2009年麻布大学獣医学部獣医学科を卒業。
2015年から横浜市内で妻と動物病院を営み、犬、猫、エキゾチックアニマルの診療を行なっています。
2024年現在、犬10頭、猫3頭、多数の爬虫類と暮らしています。
愛犬家、愛猫家として飼い主様に寄り添った診療を心がけています。
内科(循環器、内分泌など)、歯科、産科に力を入れています。

豊山犬とは

  • 犬種名:豊山犬(プンサン犬/プンサンケ)
  • 英名:Pungsan Dog(Phungsan Dog)
  • 原産国:北朝鮮
  • 大きさ:中型犬
  • 体高:55cm〜60cm
  • 体重:20kg〜30kg
  • 被毛:厚く密生したダブルコート
  • 毛色:白、オフホワイト(淡い灰色の毛が混じる場合もある)
  • 性格:穏やか、勇敢、粘り強い、独立心が強い、飼い主に忠実
  • 寿命:12歳〜14歳程度
  • 役割:猟犬

豊山犬は、朝鮮半島北部の山岳地帯で受け継がれてきた土着の猟犬です。
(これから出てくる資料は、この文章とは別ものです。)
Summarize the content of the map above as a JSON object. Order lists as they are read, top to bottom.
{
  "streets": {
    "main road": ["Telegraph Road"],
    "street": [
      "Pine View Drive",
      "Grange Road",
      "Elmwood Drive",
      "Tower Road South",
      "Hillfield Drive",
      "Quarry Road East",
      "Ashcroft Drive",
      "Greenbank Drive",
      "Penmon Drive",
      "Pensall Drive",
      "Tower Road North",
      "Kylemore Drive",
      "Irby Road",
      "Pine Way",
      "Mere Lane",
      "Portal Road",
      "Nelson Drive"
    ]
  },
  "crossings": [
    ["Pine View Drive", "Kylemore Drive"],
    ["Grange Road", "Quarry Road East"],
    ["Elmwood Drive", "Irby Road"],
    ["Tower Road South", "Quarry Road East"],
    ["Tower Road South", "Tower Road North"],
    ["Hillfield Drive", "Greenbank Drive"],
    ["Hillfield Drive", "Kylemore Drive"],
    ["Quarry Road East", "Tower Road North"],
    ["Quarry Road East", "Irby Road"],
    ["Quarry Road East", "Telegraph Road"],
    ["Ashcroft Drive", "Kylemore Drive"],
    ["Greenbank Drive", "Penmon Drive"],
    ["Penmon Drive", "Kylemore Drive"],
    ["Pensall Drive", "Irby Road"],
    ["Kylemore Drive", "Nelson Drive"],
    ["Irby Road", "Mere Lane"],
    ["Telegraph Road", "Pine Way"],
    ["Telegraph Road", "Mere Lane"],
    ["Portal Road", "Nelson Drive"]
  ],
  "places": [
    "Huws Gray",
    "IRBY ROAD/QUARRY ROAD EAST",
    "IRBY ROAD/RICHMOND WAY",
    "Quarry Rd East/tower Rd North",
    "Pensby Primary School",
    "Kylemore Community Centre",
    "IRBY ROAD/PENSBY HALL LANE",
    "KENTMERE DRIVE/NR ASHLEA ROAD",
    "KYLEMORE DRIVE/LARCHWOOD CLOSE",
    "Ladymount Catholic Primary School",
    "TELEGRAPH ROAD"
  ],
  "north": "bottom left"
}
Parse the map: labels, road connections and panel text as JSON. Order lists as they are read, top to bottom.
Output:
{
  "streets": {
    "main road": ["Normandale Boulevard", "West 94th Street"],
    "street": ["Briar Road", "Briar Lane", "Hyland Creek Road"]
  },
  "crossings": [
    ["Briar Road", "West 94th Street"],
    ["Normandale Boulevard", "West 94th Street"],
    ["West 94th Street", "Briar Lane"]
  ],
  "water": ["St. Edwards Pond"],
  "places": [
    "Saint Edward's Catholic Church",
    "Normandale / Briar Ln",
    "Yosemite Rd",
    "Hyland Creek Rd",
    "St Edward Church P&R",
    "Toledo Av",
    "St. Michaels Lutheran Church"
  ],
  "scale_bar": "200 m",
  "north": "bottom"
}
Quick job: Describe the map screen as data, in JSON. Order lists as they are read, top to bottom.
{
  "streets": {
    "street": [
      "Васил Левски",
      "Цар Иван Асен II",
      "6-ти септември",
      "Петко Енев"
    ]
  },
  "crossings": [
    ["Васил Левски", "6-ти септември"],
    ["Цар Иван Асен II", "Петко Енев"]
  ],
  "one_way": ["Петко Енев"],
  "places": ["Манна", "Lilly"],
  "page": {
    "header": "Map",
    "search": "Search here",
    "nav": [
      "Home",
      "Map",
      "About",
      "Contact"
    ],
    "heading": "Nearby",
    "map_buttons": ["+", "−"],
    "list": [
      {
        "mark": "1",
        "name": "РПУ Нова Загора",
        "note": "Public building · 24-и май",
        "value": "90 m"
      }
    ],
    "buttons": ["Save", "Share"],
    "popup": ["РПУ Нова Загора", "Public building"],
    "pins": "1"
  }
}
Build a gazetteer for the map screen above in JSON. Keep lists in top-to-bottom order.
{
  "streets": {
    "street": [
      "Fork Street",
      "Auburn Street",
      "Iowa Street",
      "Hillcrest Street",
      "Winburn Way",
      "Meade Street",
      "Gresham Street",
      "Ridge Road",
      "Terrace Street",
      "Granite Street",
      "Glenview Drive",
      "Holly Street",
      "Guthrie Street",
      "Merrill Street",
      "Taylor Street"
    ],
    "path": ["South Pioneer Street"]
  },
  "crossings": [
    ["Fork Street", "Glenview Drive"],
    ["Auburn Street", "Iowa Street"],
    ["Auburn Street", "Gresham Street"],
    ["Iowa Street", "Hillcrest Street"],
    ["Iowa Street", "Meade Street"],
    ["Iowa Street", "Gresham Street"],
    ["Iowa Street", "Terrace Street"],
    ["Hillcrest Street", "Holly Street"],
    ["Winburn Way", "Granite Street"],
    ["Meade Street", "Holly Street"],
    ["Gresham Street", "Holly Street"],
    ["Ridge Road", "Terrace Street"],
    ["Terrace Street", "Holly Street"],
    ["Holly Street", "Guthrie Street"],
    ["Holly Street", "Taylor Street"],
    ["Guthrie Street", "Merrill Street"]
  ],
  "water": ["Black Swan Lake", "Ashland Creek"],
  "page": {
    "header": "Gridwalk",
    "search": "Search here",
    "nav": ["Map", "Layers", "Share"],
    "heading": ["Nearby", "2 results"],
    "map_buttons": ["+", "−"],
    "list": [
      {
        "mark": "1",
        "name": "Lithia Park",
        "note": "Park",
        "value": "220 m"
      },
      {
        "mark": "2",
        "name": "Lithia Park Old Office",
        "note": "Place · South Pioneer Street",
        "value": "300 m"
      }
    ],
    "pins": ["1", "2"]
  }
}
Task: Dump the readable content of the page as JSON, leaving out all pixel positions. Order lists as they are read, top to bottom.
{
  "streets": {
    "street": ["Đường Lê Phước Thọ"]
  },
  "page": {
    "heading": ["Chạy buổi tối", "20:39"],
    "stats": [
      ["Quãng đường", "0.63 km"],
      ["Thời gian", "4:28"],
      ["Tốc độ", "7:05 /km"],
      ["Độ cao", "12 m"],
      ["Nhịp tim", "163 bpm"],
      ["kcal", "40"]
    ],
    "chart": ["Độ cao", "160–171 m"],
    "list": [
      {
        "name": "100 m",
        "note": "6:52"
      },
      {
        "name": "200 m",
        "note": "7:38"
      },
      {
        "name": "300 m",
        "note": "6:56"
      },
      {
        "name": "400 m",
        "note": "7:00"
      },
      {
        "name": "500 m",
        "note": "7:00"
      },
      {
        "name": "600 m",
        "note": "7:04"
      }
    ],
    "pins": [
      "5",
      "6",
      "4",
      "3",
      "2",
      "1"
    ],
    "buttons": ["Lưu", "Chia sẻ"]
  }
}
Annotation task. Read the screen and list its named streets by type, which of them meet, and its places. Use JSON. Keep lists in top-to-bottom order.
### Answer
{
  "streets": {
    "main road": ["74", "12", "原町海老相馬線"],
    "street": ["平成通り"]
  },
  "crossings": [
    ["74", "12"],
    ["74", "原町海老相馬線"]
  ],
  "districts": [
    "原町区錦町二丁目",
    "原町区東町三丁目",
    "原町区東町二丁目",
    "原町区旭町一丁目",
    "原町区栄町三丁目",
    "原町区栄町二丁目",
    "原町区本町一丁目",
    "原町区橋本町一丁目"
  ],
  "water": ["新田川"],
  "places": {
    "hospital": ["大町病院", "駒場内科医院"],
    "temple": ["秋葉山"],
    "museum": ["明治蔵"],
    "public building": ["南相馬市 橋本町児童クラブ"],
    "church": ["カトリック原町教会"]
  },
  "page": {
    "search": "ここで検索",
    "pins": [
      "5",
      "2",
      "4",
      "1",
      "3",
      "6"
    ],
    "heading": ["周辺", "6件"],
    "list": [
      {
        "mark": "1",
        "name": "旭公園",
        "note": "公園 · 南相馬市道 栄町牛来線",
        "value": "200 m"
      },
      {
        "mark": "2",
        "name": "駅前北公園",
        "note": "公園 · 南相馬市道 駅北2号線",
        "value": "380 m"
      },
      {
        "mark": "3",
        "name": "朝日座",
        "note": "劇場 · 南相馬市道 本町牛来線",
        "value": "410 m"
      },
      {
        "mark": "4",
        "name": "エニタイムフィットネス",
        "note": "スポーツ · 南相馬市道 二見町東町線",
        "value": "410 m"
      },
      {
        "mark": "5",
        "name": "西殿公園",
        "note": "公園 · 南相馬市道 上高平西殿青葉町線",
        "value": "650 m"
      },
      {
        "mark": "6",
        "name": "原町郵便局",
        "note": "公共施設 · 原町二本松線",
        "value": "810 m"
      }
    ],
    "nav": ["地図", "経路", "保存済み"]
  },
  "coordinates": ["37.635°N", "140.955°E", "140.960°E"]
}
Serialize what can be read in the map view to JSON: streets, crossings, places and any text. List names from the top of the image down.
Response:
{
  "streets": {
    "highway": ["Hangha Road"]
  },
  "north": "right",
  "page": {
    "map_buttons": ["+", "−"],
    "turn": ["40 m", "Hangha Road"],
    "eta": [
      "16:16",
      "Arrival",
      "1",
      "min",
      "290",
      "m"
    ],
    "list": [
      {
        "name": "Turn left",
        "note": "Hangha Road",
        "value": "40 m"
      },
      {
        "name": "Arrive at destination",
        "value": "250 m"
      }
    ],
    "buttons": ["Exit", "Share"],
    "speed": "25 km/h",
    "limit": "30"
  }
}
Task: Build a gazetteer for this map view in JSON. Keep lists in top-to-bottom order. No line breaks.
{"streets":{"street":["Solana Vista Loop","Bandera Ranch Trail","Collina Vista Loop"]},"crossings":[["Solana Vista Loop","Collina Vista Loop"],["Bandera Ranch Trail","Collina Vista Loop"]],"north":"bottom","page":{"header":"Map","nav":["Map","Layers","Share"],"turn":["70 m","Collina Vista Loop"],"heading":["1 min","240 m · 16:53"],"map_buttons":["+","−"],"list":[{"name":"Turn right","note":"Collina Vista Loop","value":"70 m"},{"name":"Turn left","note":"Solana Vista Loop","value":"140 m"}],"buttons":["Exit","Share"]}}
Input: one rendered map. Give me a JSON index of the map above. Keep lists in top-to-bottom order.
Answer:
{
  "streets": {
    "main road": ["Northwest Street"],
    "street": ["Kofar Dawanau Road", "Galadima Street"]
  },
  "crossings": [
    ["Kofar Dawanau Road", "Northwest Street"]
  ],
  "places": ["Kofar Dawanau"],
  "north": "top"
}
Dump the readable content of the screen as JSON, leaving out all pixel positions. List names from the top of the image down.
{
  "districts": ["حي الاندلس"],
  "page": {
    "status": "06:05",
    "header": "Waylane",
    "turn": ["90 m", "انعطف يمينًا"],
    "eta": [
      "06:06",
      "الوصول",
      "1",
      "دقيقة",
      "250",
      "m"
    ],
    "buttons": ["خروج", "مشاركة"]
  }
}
現在の北朝鮮・両江道金亨権郡周辺にあたる旧豊山地域を原産とし、北朝鮮を代表する在来犬のひとつとして知られています。

日本語では「豊山犬」のほかに「プンサン犬」と表記され、韓国語名に近い呼び方として「プンサンケ」も使われます。英語では「Pungsan Dog」や「Phungsan Dog」と記されますが、いずれも同じ犬種を指す名称です。

日本ではあまり知られていない希少な犬種ですが、単に珍しい犬としてではなく、地域の暮らしと狩猟を支えてきた在来犬として捉えることが大切です。

豊山犬の特徴

上を見上げる豊山犬

豊山犬は、引き締まった体としっかりした骨格を持つ中型犬です。首は太く、胸は幅広く発達しており、山岳地帯を動き回れる力強い体つきをしています。

頭部は丸みを帯び、幅が広く短めのマズルを持ちます。三角形の耳は立ち上がり、先端がわずかに前方へ傾いているのも特徴です。尾は背中側へ巻き上がり、全体として日本犬にも通じる素朴で精悍な姿をしています。

豊山犬の大きさ

豊山犬の体高は55〜60cm、体重は20〜30kgが目安です。体長は60〜65cmとされ、体高よりも胴がやや長い、均整の取れた体型をしています。

筋肉や骨格が発達しているため、数値以上にがっしりとした印象を与えることがあります。性別や個体によって体格には差があるため、これらの数値はおおよその目安として捉えましょう。

豊山犬の被毛と毛色

豊山犬の体には、寒さから身を守るための厚い被毛が密に生えています。体の毛は比較的短く、巻き上がった尾には長く柔らかな毛が見られます。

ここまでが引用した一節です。